Onuncu Ceza Dairesi'nin; 24.03.1992 gün ve 1201/3020 sayılı kararında "… anılan çeklerde keşide yeri de (ANT) olarak belirlendiği, çek üzerindeki kaşe damgalardan Antalya olduğunun açıkça anlaşıldığı, bu nedenle yasal unsurlarının tamam olduğu …" ve 25.06.1992 gün ve 9575/7508 Sayılı kararında "… suç konusu çekteki (İst) kelimesinin İstanbul ilini temsil ettiği …" vurgulanmış;

Onbirinci Hukuk Dairesi'nin; 30.01.1987 gün ve 384/391 sayılı kararında "… çekte keşideci kaşesi basılmış, kaşenin (…) ibaresinin altına matbu isimler arasına (İst) yazılmış bulunmasına ve keşide yeri gösterilmemiş olan çekin keşidecinin ad ve soyadı yanında yazılı yerde çekilmiş sayılacağına …" denilmiş;

Onikinci Hukuk Dairesi'nin 27.10.1980 gün ve 6054/7719 sayılı kararında "… keşidecinin imzasının yanında (B.köy) kelimesinin bulunmasına ve bu kelimenin Bakırköy olarak kabul edilmesinin gerekmesine ve diğer koşulları da kapsaması nedeniyle belgenin çek niteliğinde olmasına …" denilmiş;
Olduğu görülmekle Altıncı Ceza Dairesi'nin kararları ile Yedinci ve Onuncu Ceza, Onbirinci ve Onikinci Hukuk Dairelerinin kararları arasında içtihat aykırılığı bulunduğuna oybirliğiyle karar verildikten sonra esasın görüşülmesine geçilmiştir.


ESAS YÖNÜNDEN YAPILAN İNCELEME
Çek, Türk Ticaret Kanunu'na göre kıymetli evrak mahiyetinde bir kambiyo senedidir ve hukuki niteliği itibariyle bir havaledir.
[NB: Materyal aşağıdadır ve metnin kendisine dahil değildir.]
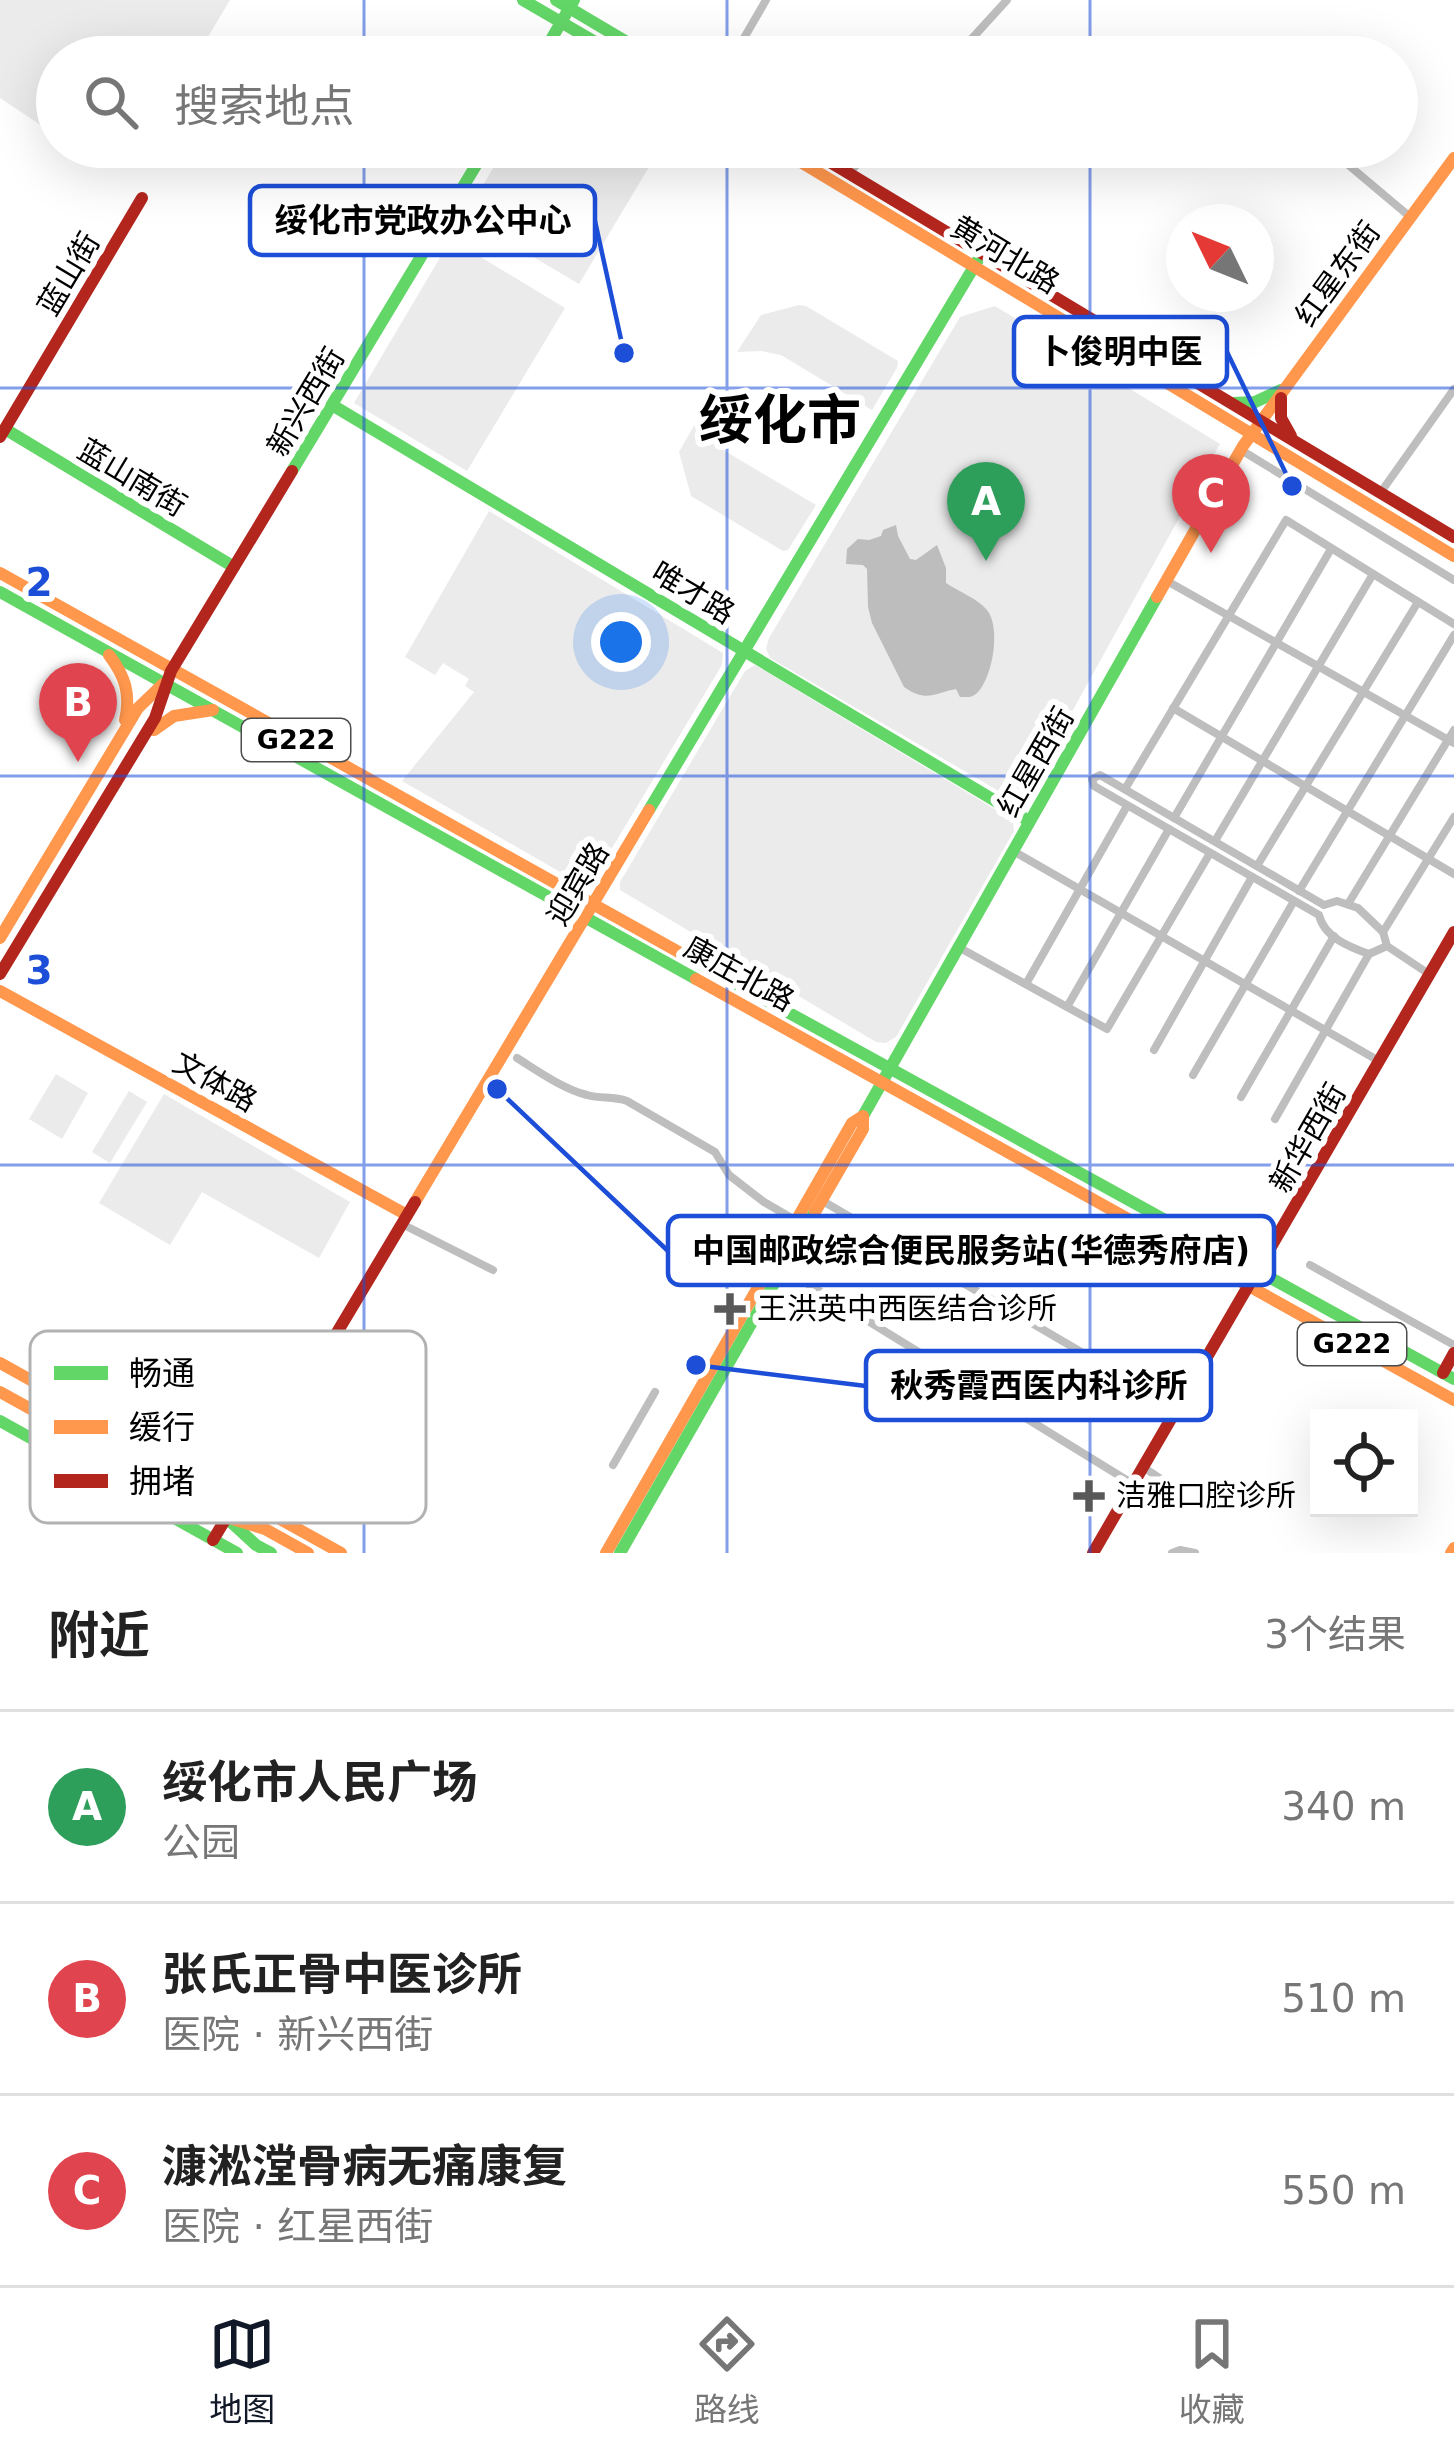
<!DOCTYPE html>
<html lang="zh">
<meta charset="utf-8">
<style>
body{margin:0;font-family:"DejaVu Sans","Noto Sans SC",sans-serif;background:#f6f6f6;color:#222}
.controls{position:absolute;right:36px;bottom:36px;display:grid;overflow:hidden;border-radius:0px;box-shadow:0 12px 48px #0002}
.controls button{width:108px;height:108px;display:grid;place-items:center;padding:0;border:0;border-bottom:3px solid #e0e0e0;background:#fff;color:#222;font:60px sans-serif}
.compass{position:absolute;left:1166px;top:204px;width:108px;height:108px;border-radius:50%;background:#fff;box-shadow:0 12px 48px #0002;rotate:313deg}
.you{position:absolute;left:621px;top:642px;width:42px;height:42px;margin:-30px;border:9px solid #fff;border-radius:50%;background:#1a73e8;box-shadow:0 0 0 18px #1a73e833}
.badge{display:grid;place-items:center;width:78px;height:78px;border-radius:50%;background:#111827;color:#fff;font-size:39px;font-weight:700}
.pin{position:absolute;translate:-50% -99px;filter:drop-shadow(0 3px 6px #0008)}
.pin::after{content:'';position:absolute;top:63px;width:42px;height:36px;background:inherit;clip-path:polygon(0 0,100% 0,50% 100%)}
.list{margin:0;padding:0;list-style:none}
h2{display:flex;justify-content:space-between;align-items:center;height:156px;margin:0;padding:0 48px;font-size:51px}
h2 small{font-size:39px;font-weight:400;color:#767676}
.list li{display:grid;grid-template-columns:78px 1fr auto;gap:36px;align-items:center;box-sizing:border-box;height:192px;padding:0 48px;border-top:3px solid #e0e0e0}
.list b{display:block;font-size:45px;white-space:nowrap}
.list p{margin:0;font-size:39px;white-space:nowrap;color:#767676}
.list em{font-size:39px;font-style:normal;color:#767676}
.icon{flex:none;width:66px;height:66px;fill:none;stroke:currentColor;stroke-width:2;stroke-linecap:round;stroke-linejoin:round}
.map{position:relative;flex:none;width:1454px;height:1553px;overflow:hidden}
.search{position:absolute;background:#fff;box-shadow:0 12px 48px #0002;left:36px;right:36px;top:36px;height:132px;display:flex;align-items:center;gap:30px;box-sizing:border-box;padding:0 42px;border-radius:66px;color:#767676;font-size:45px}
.sheet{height:732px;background:#fff}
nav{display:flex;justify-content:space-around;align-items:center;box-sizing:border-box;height:168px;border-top:3px solid #e0e0e0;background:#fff;font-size:33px;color:#767676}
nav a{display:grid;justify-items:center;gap:6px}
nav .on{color:#111827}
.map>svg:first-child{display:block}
.green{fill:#ebebeb}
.water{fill:#bdbdbd}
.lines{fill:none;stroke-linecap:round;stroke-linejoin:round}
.street{stroke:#bebebe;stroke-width:8}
.fast{stroke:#63d668;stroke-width:12}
.slow{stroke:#ff974d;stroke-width:12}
.jam{stroke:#b3261e;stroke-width:12}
.grid{fill:none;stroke:#1d4ed8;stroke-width:3;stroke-opacity:0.55}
.poi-dot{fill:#595959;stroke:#fff;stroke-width:4.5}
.labels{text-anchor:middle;stroke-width:12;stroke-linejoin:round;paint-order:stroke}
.shield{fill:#fff;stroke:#4c4c4c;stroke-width:3}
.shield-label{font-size:27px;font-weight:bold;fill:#000}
.street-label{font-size:30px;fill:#000;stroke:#fff}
.poi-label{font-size:30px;fill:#000;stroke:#fff;text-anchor:start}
.town-label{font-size:54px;font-weight:bold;fill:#000;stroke:#fff}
.key{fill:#fff;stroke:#b2b2b2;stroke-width:3}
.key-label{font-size:33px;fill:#000}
.grid-label{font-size:39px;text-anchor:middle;font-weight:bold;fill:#1d4ed8;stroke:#fff;stroke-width:12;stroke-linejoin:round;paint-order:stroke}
.leader{fill:none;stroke:#1d4ed8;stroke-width:4.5}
.callout-dot{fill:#1d4ed8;stroke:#fff;stroke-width:4.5}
.callout{fill:#fff;stroke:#1d4ed8;stroke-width:4.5}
.callout-label{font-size:33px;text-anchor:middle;font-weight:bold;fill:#000}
</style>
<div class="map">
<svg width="1454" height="1553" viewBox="0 0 1454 1553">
<rect width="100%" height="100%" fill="#fff"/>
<g class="green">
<path d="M0 0H230L196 57H57V136L0 98Z"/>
<path d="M506 147H661L579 284 464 216Z"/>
<path d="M451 239 565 308 467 471 354 403Z"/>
<path d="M799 305 806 306 898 361 897 368 872 410 781 355 761 351 737 352 761 315Z"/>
<path d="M995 306 1220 444 1021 804 770 658 766 649 769 638 960 317Z"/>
<path d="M700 415 714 441 725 451 816 505 788 550 783 551 691 496 679 452Z"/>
<path d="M489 511 723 653 722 665 588 888 402 781 474 692 465 686 469 679 443 663 435 675 405 657Z"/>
<path d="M755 665 1013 820 1014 831 896 1037 886 1043 876 1042 620 890V882L745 671Z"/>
<path d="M56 1074 88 1093 62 1139 29 1119Z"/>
<path d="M129 1091 147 1102 110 1163 92 1152Z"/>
<path d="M164 1094 350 1202 319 1258 202 1192 170 1245 99 1203Z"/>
</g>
<path class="water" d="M896 525 898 536 910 559 916 560 937 545 946 568V583C959 592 977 598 987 610 1001 627 993 676 978 692 972 698 969 697 960 697L956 689C934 693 927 703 904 687L872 623 868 607 867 569 863 565 846 564 847 549 858 539 869 540 881 536 883 530Z"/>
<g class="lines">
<g class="street">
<path d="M733 57 766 0"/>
<path d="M955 57 1007 0"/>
<path d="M1327 147 1409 216"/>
<path d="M849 173 873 147"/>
<path d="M1241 450 1454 580"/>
<path d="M1381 492 1454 389"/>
<path d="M1167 581 1454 743"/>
<path d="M1173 708 1454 874"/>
<path d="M1092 779 1100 775 1324 905 1337 901 1358 908 1383 932 1387 946 1429 974"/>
<path d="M1092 779 1094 786 1319 915C1324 937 1349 947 1369 954L1387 946"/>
<path d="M1125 789 1286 520 1454 624"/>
<path d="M1174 818 1331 549"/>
<path d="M1215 841 1373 574"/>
<path d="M1013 851 1379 1061"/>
<path d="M1257 866 1418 602"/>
<path d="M1299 891 1454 635"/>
<path d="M1348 904 1454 730"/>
<path d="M1383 932 1454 817"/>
<path d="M960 948 1107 1029 1210 853"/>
<path d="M1026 984 1127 806"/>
<path d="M1067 1007 1169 829"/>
<path d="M1154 1050 1252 877"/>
<path d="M517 1058C538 1071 563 1089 587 1095 601 1099 613 1096 627 1101L715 1152 729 1175 764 1202 795 1220"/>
<path d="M1193 1075 1294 901"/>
<path d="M1241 1097 1334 936"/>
<path d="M1275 1119 1369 954"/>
<path d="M821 1200 1177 1408"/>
<path d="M402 1224 493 1270"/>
<path d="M1310 1265 1454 1345"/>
<path d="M782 1268 1133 1484"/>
<path d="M613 1465 655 1392"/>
<path d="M1143 1467 1182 1493"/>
<path d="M1172 1553 1180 1550 1195 1553"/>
</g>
<g class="fast">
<path d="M523 0 621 57"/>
<path d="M556 0 652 57"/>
<path d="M541 57 574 0"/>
<path d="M1233 403 1255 402 1281 390"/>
<path d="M332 405 1029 821"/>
<path d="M5 429 234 567"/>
<path d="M292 471 487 147"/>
<path d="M0 592 696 979"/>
<path d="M649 810 978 260"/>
<path d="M693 960 1454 1379"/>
<path d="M863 1116 1157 597"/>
<path d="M0 1421 237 1553"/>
<path d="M231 1522 256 1545 271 1553"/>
<path d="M620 1553 815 1212"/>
</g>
<g class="slow">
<path d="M776 147 1454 556"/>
<path d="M0 573 693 960"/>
<path d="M1157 597 1243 446 1454 158"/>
<path d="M109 655C125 676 131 694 125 720"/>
<path d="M154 730 174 716 213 710"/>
<path d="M0 938 138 708 163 684"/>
<path d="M696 979 1454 1400"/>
<path d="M0 991 407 1215"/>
<path d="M415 1202 649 810"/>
<path d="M0 1363 341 1553"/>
<path d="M0 1392 226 1517 265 1529 308 1553"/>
<path d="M606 1553 852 1123 863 1116V1129L815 1212"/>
<path d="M1451 1553 1454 1548"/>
</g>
<g class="jam">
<path d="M805 147 1454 537"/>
<path d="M1281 398V418L1291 436"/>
<path d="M0 437 142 198"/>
<path d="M0 974 155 718 171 671 292 471"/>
<path d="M1443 1373 1454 1353"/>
<path d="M213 1540 415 1202"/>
<path d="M1093 1553 1454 932"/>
</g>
</g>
<path class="grid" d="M364 0V57M727 0V57M1090 0V57M364 147V1553M727 147V1553M1090 147V1553M0 388H1454M0 776H1454M0 1165H1454"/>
<g class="poi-dot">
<path d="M724 1291h12v12h12v12h-12v12h-12v-12h-12v-12h12z"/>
<path d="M1083 1478h12v12h12v12h-12v12h-12v-12h-12v-12h12z"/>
</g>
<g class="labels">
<g class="shield">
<rect x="242" y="719" width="108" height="42" rx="9"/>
<rect x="1298" y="1323" width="108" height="42" rx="9"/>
</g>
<g class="shield-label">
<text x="296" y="749">G222</text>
<text x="1352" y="1353">G222</text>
</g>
<g class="street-label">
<text transform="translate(1005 255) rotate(31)" y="10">黄河北路</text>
<text transform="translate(69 274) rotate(-59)" y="10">蓝山街</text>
<text transform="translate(1338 274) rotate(-54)" y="10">红星东街</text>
<text transform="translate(306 402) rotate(-59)" y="10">新兴西街</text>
<text transform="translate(132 478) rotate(31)" y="10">蓝山南街</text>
<text transform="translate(693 593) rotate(31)" y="10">唯才路</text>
<text transform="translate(1036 762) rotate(-60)" y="10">红星西街</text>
<text transform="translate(578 884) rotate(-59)" y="10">迎宾路</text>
<text transform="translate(739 974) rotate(29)" y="10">康庄北路</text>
<text transform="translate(215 1082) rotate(29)" y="10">文体路</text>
<text transform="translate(1308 1138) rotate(-60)" y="10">新华西街</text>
</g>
<g class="poi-label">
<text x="757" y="1319">王洪英中西医结合诊所</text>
<text x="1116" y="1506">洁雅口腔诊所</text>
</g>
<g class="town-label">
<text x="780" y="439">绥化市</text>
</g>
</g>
<rect x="30" y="1331" width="396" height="192" rx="18" class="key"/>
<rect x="54" y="1366" width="54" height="14" fill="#63d668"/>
<rect x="54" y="1420" width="54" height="14" fill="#ff974d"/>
<rect x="54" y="1474" width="54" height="14" fill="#b3261e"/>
<g class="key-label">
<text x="129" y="1385">畅通</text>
<text x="129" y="1439">缓行</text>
<text x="129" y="1493">拥堵</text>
</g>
<g class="grid-label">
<text x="39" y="596">2</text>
<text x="39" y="984">3</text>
</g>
<path class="leader" d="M624 353L595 221M1292 486L1227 352M497 1089L668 1251M696 1365L866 1386"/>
<g class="callout-dot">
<circle cx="624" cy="353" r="12"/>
<circle cx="1292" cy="486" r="12"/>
<circle cx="497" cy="1089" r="12"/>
<circle cx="696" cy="1365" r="12"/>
</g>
<g class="callout">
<rect x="250" y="186" width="345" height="69" rx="12"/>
<rect x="1014" y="317" width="213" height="69" rx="12"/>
<rect x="668" y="1216" width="606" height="69" rx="12"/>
<rect x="866" y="1351" width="345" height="69" rx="12"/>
</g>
<g class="callout-label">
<text x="423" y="232">绥化市党政办公中心</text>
<text x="1120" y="363">卜俊明中医</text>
<text x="971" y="1262">中国邮政综合便民服务站(华德秀府店)</text>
<text x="1039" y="1397">秋秀霞西医内科诊所</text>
</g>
</svg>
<div class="controls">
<button><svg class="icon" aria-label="locate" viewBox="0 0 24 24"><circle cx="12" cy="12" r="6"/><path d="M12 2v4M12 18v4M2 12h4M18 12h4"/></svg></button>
</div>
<svg class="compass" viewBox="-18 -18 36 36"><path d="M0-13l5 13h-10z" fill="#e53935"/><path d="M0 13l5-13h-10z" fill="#767676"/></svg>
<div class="you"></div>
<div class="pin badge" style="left:986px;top:561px;background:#2e9e5b">A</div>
<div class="pin badge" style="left:78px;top:762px;background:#e0444e">B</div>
<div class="pin badge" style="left:1211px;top:553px;background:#e0444e">C</div>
<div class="search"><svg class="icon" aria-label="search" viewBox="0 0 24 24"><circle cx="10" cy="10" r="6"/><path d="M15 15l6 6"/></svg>搜索地点</div>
</div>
<section class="sheet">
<h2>附近<small>3个结果</small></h2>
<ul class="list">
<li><span class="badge" style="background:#2e9e5b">A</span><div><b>绥化市人民广场</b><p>公园</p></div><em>340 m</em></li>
<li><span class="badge" style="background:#e0444e">B</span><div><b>张氏正骨中医诊所</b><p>医院 · 新兴西街</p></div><em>510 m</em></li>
<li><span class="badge" style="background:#e0444e">C</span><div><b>漮淞漟骨病无痛康复</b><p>医院 · 红星西街</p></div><em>550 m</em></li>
</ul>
</section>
<nav>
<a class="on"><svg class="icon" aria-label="map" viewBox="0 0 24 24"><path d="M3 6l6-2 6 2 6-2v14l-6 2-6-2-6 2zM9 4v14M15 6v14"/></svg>地图</a>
<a><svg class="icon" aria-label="directions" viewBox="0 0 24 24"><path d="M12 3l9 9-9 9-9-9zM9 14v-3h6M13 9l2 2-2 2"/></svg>路线</a>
<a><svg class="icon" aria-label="saved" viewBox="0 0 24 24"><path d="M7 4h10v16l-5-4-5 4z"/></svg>收藏</a>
</nav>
Bu havalenin yazılı şekilde yapılması, belli şekil şartlarını içermesi ve kayıtsız şartsız bir ödeme yetkisi biçiminde olması gerekir. Diğer kambiyo senetlerinde olduğu gibi çekte de sıkı sıkıya şekle bağlılık esası geçerlidir. Zorunlu unsurlardan birinin bile eksikliği çekin bu niteliğini ortadan kaldırır. Çekin zorunlu unsurları Türk Ticaret Kanunu'nun 692-693. maddelerinde gösterilmiştir. 3167 sayılı Çek Kanunu'nun 3. maddesi de dikkate alındığında; a) Banka tarafından mevzuattaki tanıma uygun şekilde bastırılmış çek yaprağı olması; b) Bu çek yaprağının: Çek kelimesini c) Hesabın bulunduğu muhatap banka şubesinin adı ve keşidecinin hesap numarasını; ç) Kayıtsız şartsız bir bedelin ödenmesi için havaleyi; d) Keşide gününü ve keşide yerini ihtiva etmesi zorunludur.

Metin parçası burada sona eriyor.